## Dataset entries
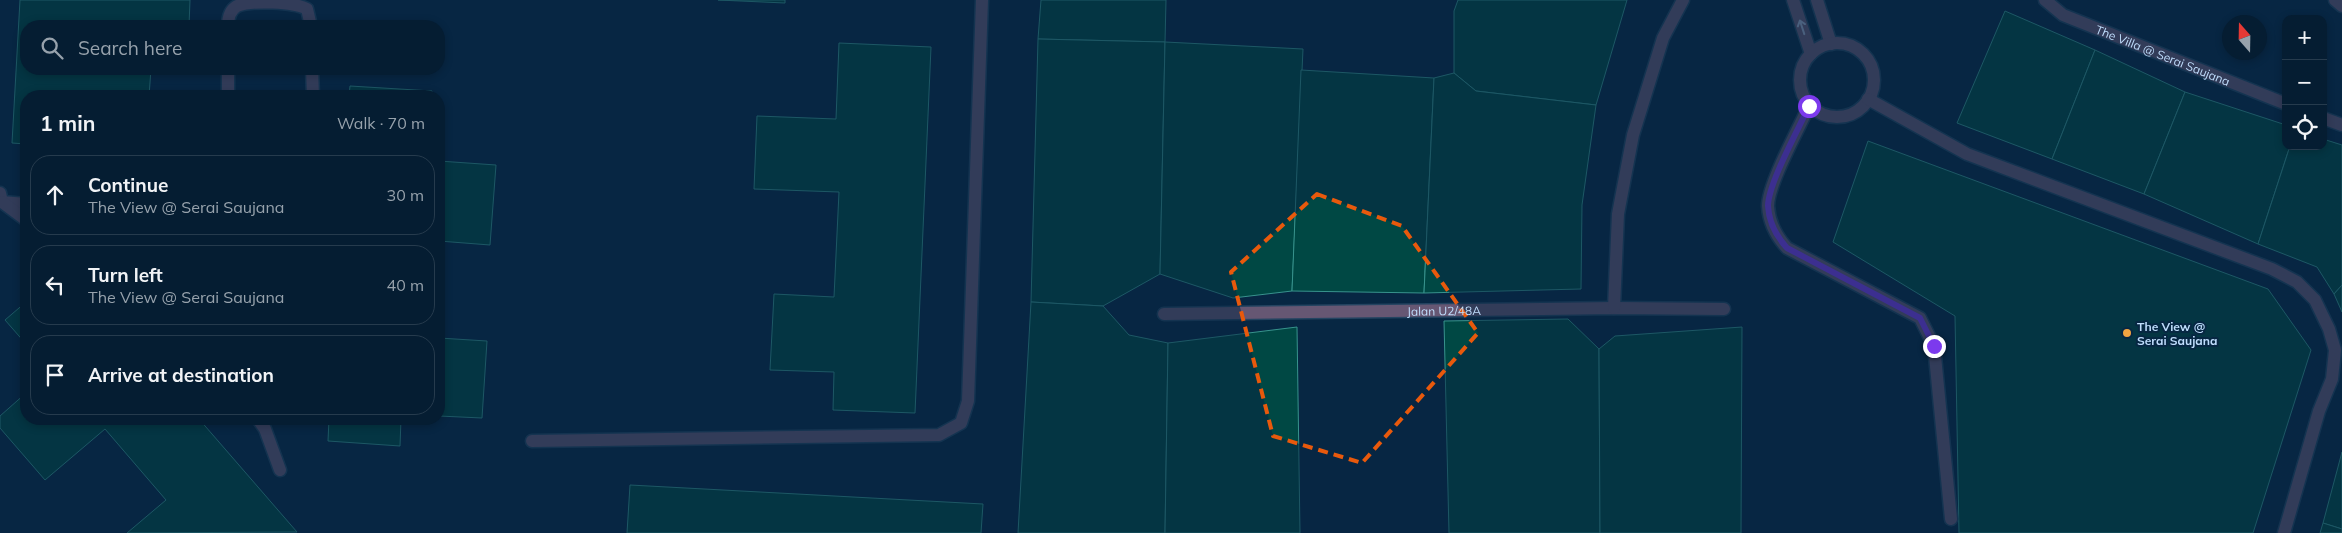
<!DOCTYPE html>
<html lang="en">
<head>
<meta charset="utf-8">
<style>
	body { margin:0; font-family:Mulish,sans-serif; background:#0e263a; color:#f1f3f6 }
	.controls { position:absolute; right:15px; top:15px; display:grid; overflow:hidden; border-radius:10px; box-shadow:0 2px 8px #0003 }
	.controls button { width:45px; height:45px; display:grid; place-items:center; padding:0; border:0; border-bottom:1px solid #263b4d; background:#051d32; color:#f1f3f6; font:25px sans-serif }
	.compass { position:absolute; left:2222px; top:15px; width:45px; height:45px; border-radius:50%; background:#051d32; box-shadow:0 2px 8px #0003; rotate:340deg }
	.stop { position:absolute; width:15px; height:15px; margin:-11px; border:4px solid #7c3aed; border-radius:50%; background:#fff }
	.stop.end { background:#7c3aed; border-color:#fff; box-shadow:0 1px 5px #0008 }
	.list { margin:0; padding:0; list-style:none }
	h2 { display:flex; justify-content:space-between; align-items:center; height:65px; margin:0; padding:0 20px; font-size:21px }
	h2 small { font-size:16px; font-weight:400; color:#97a2ac }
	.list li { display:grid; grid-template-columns:32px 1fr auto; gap:15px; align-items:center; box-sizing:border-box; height:80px; margin:0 10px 10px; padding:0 10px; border:1px solid #263b4d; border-radius:20px }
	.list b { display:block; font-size:19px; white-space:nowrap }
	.list p { margin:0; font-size:16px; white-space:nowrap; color:#97a2ac }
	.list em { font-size:16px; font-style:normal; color:#97a2ac }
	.icon { flex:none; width:28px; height:28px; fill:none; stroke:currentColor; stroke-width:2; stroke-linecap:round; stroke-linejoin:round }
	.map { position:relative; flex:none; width:2342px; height:533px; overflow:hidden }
	.search { position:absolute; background:#051d32; box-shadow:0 2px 8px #0003; left:20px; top:20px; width:425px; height:55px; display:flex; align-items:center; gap:12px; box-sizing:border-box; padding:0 18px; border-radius:20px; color:#97a2ac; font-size:19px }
	.panel { position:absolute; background:#051d32; box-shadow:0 2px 8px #0003; left:20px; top:90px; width:425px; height:335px; border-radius:20px }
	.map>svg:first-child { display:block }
</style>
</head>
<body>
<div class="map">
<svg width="2342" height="533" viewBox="0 0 2342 533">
	<rect width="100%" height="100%" fill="#072743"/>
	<g fill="#004844" stroke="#38938d">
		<polygon points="20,0 190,0 189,26 26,26 26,69 151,69 149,96 26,96 26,144 12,143"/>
		<polygon points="718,0 785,0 785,3"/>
		<polygon points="1041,0 1166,0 1165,42 1038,39"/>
		<polygon points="1458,0 1627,0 1596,105 1476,91 1454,73 1454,11"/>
		<polygon points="2005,11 2095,50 2052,159 1957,123"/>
		<polygon points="1038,39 1165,42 1160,274 1103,306 1031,302"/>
		<polygon points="1165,42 1303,49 1292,291 1233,298 1160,274"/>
		<polygon points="839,43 931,47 915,413 833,410 834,372 770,370 774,294 834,297 839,192 754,189 757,116 836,119"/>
		<polygon points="2095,50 2185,92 2144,194 2052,159"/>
		<polygon points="1301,70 1434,78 1424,293 1292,291"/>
		<polygon points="1454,73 1476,91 1596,105 1582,205 1581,289 1424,293 1434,78"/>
		<polygon points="350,86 432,91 432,96 349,96"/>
		<polygon points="2185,92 2286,125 2286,146 2290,146 2258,244 2144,194"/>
		<polygon points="2323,139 2342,145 2342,285 2334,294 2317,267 2258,244 2290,146 2323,146"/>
		<polygon points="1868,141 2268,289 2311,350 2253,533 1959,533 1955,316 1833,242"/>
		<polygon points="439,161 496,165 490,245 439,241"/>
		<polygon points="2342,285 2342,312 2334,294"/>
		<polygon points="26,302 26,344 5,320"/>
		<polygon points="1031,302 1103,306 1129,335 1168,343 1165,533 1018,533"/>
		<polygon points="1568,319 1599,349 1600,533 1449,533 1444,321"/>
		<polygon points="1297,327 1300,533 1165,533 1168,343"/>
		<polygon points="1742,327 1741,533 1600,533 1599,349 1615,336"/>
		<polygon points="439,338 487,341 482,418 439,416"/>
		<polygon points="26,393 26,419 199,419 297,532 127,533 166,500 105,429 45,480 0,428 0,416"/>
		<polygon points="329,419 401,419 400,446 328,441"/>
		<polygon points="2342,452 2342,529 2323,523"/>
		<polygon points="630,485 983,504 981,533 627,533"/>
		<polygon points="2323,523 2342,529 2342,533 2320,533"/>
	</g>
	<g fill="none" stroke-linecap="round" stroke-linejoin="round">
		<g stroke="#244461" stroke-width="15">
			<g id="service">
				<path d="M228 26C228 19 230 10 237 6 252 0 294 2 307 9L311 26"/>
				<polyline points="228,69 228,96"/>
				<polyline points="312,69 313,96"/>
				<polyline points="0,193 2,202 26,204"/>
				<polyline points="2,202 26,220"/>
				<path id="s1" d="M1164 314 1614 308 1724 309"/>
				<polyline points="258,419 265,429 280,470"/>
				<polyline points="532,441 939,435 961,423 968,401 982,0"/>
			</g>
		</g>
		<g stroke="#244461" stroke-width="15">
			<g id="minor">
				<polyline points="1793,0 1811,54"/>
				<polyline points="1817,0 1831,44"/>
				<path id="s2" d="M2045 0 2063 15 2286 104"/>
				<circle cx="1837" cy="80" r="37"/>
				<polyline points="1868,99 1967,154 2272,269 2297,282 2315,300 2329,329 2335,350 2332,379 2319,411 2284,533"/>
				<path d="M1809 106C1799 128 1768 184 1768 206 1769 223 1776 236 1787 248L1920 318 1934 346 1951 519"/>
				<polyline points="2323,118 2342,125"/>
				<polyline points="1614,308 1618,214 1633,135 1663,38 1683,0"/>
			</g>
		</g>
		<g stroke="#244461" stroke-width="15">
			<polyline id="tertiary" points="2335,0 2342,6"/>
		</g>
		<use href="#service" stroke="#665773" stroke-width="12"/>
		<use href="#minor" stroke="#665773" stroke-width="12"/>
		<use href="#tertiary" stroke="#665773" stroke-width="12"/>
	</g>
	<defs><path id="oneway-shaft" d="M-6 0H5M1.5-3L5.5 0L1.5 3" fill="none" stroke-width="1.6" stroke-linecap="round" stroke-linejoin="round" transform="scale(1.25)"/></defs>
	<use stroke="#9ba7c5" href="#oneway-shaft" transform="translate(1802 27) rotate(-108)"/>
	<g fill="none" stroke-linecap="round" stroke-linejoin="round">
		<path stroke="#7c3aed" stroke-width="6" d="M1809 106C1799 128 1768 184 1768 206 1769 223 1776 236 1787 248L1920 318 1934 346"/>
	</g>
	<path d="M0 0H2342V533H0ZM1317 194 1402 226 1478 333 1362 463 1273 436 1231 272Z" fill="#072743" fill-opacity=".55" fill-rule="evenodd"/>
	<path fill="none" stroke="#e8590c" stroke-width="4" stroke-dasharray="10 6" stroke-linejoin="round" d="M1317 194 1402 226 1478 333 1362 463 1273 436 1231 272Z"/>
	<circle fill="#f2a541" stroke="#072743" stroke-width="2" cx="2127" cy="333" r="5"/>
	<g text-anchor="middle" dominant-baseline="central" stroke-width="4" stroke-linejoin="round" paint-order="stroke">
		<g font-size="12" fill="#bfddfc" stroke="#072743">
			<text stroke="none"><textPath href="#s2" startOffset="131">The Villa @ Serai Saujana</textPath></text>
			<text stroke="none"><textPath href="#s1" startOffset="280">Jalan U2/48A</textPath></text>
		</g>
		<g font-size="12" font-weight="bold" fill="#bfddfc" stroke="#072743" text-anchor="start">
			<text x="2137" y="326">The View @<tspan x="2137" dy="14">Serai Saujana</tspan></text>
		</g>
	</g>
</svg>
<div class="controls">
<button>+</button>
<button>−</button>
<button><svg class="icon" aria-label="locate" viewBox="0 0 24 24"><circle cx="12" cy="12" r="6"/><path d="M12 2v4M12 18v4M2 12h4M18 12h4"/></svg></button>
</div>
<svg class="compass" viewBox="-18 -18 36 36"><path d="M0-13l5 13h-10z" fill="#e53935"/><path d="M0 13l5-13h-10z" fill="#97a2ac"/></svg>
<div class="stop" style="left:1809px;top:106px"></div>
<div class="stop end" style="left:1934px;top:346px"></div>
<div class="search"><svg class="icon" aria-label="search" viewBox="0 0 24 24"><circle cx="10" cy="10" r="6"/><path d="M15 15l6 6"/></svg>Search here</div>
<section class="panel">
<h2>1 min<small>Walk · 70 m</small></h2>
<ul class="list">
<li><svg class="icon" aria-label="ahead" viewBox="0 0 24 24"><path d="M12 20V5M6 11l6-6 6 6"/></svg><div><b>Continue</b><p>The View @ Serai Saujana</p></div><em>30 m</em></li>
<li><svg class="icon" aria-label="left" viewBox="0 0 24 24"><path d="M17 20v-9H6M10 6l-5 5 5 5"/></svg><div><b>Turn left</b><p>The View @ Serai Saujana</p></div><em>40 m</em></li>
<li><svg class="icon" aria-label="arrive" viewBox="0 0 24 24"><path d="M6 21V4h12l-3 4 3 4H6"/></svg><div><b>Arrive at destination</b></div></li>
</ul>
</section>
</div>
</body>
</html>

## EXERCISE OBJECTIVE
Which lines in the data hold the string "white"? Copy each of them.

## TASK RESPONSE
	.list b { display:block; font-size:19px; white-space:nowrap }
	.list p { margin:0; font-size:16px; white-space:nowrap; color:#97a2ac }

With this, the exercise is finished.